12 July 2024
The Polish Sejm Recognized the Deportation of 1944 as Genocide of the Crimean Tatar People
The Sejm of the Republic of Poland has today approved the Resolution “On commemorating the victims of the genocide of the Crimean Tatar people” by a majority of 414 votes in favor (16 against, and 2 abstentions). The resolution states that the deportation of Crimean Tatars from Crimea in 1944 and its consequences were an act of genocide against the Crimean Tatar people.
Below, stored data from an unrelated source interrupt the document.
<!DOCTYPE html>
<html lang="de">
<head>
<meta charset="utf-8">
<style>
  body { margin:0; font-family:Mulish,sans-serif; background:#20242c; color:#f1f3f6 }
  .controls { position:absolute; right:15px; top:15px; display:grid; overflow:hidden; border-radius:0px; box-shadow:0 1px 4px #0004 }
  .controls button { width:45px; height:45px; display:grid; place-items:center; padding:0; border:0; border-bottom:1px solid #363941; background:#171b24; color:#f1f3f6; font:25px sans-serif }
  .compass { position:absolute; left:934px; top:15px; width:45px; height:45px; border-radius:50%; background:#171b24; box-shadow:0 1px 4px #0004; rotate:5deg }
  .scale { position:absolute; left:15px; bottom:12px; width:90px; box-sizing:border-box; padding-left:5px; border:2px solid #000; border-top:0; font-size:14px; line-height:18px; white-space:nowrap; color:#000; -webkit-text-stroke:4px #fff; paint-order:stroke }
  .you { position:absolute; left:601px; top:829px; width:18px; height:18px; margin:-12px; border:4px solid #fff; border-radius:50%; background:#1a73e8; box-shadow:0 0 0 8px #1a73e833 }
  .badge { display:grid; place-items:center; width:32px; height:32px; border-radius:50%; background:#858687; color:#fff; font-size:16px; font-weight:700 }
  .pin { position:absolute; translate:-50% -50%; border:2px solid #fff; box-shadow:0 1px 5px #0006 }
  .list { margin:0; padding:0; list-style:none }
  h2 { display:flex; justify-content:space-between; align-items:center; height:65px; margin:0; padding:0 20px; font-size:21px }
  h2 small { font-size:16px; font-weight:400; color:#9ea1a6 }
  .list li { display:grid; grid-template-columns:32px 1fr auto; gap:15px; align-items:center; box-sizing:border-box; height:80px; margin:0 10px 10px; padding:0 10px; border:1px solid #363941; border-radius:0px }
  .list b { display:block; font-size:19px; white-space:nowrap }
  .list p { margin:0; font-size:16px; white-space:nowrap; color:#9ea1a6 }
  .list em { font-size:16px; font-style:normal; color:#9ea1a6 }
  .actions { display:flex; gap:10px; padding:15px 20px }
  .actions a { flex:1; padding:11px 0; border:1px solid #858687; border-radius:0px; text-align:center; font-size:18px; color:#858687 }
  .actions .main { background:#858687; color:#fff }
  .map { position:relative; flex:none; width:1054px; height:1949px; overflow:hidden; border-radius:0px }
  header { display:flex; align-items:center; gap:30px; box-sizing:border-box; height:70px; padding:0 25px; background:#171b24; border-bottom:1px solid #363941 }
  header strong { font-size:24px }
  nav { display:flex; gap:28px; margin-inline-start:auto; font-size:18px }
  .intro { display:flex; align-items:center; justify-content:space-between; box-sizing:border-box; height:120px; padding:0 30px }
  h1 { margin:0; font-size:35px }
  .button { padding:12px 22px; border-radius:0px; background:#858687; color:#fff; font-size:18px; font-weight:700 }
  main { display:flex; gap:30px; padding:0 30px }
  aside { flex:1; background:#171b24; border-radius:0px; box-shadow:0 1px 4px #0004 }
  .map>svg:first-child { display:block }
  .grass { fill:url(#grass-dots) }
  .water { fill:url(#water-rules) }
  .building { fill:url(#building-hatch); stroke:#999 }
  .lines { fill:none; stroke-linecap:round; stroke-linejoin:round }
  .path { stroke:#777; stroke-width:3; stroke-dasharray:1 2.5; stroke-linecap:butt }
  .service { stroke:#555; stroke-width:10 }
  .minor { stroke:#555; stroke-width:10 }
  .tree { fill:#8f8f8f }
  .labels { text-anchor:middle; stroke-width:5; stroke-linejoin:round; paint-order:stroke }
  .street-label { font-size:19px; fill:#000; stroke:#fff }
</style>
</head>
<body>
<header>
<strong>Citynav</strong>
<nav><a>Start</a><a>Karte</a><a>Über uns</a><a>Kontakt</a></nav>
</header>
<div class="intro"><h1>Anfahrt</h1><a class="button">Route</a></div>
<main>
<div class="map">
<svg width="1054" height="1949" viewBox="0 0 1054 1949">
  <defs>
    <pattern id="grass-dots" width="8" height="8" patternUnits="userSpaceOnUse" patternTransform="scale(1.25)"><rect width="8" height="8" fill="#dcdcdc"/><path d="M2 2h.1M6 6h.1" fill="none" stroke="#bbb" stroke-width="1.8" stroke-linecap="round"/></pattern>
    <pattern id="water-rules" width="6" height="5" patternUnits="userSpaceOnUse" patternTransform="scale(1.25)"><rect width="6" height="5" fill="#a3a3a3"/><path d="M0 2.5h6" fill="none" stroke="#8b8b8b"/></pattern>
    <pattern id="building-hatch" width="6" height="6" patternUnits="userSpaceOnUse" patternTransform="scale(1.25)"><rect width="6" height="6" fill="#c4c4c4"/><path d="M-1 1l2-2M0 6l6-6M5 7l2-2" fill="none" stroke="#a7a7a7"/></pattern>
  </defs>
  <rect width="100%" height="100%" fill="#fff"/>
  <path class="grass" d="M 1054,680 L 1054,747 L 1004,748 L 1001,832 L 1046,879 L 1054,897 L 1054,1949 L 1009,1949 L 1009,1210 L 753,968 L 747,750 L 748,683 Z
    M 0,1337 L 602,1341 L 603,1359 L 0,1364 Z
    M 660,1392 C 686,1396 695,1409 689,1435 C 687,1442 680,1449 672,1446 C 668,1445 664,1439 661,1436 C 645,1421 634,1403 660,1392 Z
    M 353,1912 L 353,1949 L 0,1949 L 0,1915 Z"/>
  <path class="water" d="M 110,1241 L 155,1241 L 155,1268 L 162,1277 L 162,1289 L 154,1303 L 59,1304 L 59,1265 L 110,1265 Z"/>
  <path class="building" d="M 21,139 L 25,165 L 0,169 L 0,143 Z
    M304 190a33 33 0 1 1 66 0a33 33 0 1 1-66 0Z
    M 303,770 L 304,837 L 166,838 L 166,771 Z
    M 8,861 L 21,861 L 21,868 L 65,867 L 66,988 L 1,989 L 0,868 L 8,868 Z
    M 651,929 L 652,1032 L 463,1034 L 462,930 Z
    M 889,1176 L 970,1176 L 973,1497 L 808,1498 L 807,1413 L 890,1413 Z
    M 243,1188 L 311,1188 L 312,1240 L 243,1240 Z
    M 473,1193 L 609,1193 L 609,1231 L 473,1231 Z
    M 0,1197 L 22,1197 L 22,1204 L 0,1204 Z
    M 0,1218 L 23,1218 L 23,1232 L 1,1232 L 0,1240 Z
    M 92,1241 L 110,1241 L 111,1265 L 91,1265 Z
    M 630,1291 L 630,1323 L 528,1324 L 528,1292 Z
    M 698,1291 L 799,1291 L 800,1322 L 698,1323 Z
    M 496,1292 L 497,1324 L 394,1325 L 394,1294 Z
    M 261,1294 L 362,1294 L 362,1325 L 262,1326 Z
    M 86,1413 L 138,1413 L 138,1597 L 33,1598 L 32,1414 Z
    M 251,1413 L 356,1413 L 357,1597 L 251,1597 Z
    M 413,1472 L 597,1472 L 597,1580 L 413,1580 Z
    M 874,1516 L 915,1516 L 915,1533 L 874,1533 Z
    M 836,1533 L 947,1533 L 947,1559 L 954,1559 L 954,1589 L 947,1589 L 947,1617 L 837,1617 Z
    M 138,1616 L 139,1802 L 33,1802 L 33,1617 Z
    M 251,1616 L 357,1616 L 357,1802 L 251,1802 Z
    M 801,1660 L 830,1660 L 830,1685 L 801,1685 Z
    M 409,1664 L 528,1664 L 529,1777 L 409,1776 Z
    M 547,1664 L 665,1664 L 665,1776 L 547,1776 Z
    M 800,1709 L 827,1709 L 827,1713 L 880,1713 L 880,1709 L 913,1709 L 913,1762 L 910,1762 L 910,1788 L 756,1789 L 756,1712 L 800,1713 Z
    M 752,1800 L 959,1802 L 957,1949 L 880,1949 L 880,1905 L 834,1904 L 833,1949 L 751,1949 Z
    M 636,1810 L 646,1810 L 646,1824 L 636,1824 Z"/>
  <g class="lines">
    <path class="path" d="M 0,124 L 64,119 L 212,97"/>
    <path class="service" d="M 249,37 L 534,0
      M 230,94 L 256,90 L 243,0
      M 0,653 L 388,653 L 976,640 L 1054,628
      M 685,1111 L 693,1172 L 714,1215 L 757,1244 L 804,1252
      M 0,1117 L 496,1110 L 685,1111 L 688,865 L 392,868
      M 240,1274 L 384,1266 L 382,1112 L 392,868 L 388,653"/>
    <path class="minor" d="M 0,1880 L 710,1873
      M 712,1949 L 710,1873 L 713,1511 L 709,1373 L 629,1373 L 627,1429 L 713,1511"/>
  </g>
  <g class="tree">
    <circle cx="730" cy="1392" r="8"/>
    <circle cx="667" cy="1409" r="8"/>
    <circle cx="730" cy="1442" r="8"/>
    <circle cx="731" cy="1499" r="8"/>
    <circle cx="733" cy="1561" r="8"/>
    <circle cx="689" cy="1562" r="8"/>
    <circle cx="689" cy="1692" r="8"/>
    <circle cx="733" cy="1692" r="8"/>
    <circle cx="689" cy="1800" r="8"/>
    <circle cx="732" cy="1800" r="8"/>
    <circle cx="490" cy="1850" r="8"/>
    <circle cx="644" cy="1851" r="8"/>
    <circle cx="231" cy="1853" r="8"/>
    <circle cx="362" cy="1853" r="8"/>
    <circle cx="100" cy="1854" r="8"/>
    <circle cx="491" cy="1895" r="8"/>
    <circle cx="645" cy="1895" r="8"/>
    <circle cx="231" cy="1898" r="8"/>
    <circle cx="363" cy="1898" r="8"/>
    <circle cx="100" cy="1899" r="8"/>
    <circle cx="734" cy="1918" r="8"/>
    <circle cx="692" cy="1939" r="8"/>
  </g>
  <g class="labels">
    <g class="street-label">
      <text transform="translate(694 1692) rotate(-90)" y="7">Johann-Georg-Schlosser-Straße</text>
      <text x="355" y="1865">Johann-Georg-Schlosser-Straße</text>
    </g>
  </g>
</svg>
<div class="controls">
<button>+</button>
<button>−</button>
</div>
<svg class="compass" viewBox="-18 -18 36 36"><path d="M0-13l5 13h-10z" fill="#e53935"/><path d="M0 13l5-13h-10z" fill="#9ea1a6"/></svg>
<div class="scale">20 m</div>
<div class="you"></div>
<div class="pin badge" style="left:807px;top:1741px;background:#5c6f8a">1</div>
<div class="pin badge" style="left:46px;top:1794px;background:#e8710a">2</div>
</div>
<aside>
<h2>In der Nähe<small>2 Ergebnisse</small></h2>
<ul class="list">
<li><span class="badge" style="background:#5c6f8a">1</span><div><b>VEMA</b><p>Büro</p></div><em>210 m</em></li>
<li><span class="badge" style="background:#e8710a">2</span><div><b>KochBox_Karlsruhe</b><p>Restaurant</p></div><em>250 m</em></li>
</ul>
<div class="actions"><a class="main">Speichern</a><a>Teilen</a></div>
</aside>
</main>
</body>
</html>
Furthermore, the resolution cites the offenses perpetrated by the Russian Federation in the context of its military aggression against Ukraine.
In May 1944, following Stalin’s criminal directive, over 200,000 Crimean Tatars were deported to Central Asia and the Ural Mountains in a mere two days, a distance of thousands of kilometers from their homes and native Crimea. It is estimated that at least 46% of the Crimean Tatar population perished en route to exile and during the first few years of the deportation. At that time, there were almost no indigenous people left on the peninsula, and the invaders implemented a policy of total Russification, which included the eradication of all references to the Crimean Tatars.
This year marks the 80th anniversary of the Soviet regime’s deportation of the Crimean Tatar people from the Crimean Peninsula. In 2015, Ukraine, in 2019 Latvia, and Lithuania, and in 2022 Canada, all recognized the deportation as an act of genocide against the Crimean Tatar people. In May, the Verkhovna Rada of Ukraine reached out to the governments and parliaments of foreign countries, international organizations, and parliamentary assemblies, requesting recognition of the 1944 deportation as an act of genocide against the Crimean Tatar people.